### TASK MATERIAL
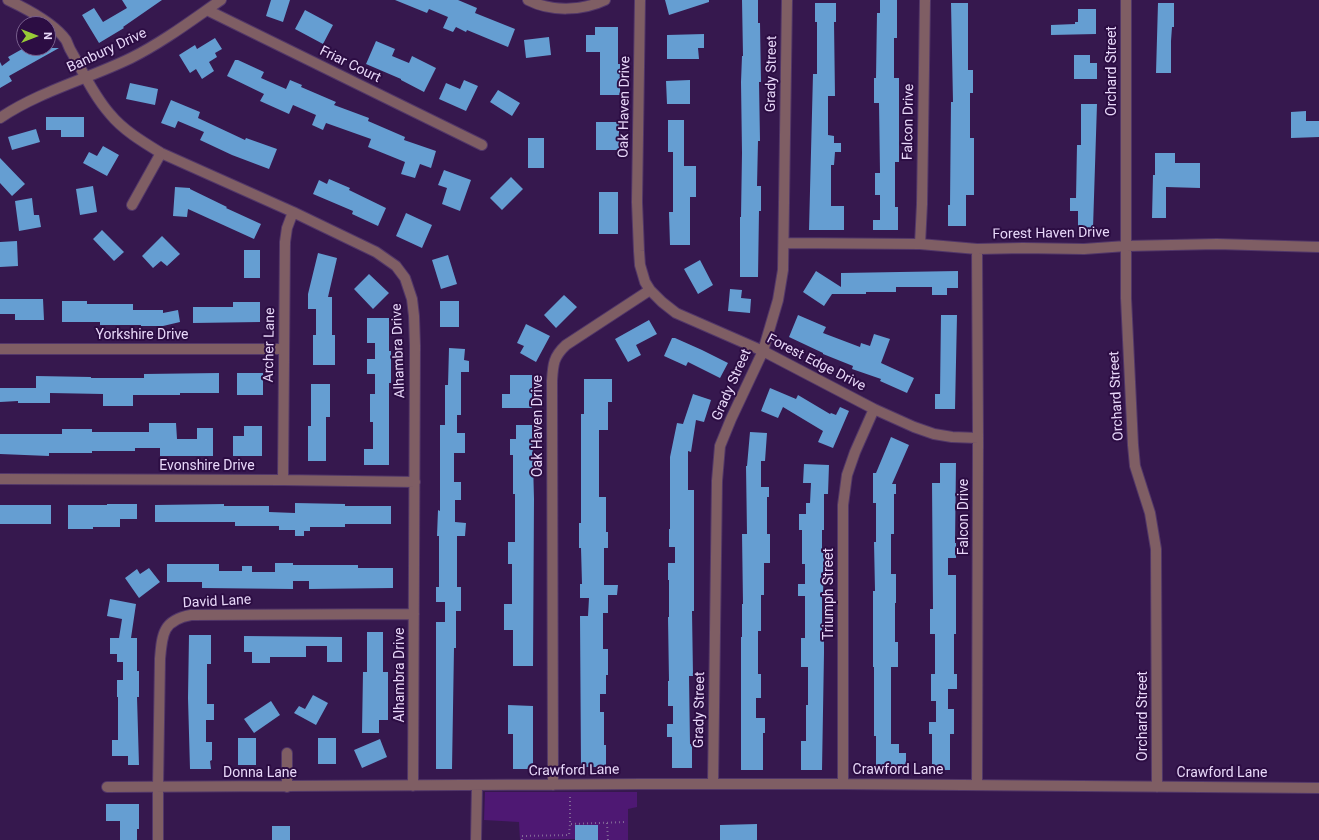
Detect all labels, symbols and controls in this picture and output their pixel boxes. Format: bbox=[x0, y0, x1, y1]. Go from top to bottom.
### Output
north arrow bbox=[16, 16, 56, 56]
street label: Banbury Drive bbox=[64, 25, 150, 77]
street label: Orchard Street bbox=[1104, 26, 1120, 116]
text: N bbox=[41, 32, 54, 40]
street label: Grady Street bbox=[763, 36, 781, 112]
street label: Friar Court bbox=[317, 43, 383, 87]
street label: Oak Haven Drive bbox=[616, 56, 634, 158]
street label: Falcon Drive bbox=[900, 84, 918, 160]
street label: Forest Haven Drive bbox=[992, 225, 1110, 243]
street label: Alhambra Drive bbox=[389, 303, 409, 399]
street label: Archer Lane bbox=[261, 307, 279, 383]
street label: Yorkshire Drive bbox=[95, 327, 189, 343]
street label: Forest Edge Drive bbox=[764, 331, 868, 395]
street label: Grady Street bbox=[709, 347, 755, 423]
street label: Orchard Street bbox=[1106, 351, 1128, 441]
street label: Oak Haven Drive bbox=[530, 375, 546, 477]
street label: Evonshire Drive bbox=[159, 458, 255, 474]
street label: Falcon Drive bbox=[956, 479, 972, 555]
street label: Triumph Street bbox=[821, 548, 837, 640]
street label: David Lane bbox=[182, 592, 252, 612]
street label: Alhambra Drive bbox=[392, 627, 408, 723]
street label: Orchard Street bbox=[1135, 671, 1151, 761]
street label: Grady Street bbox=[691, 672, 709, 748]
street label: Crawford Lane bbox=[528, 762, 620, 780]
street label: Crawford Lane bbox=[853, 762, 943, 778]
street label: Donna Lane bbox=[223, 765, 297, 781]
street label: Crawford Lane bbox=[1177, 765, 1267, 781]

### DIRECTIONS FOR THIS TASK
Every line above holding the string "Haven" should be listed.

### RESULT FOR THIS TASK
street label: Oak Haven Drive bbox=[616, 56, 634, 158]
street label: Forest Haven Drive bbox=[992, 225, 1110, 243]
street label: Oak Haven Drive bbox=[530, 375, 546, 477]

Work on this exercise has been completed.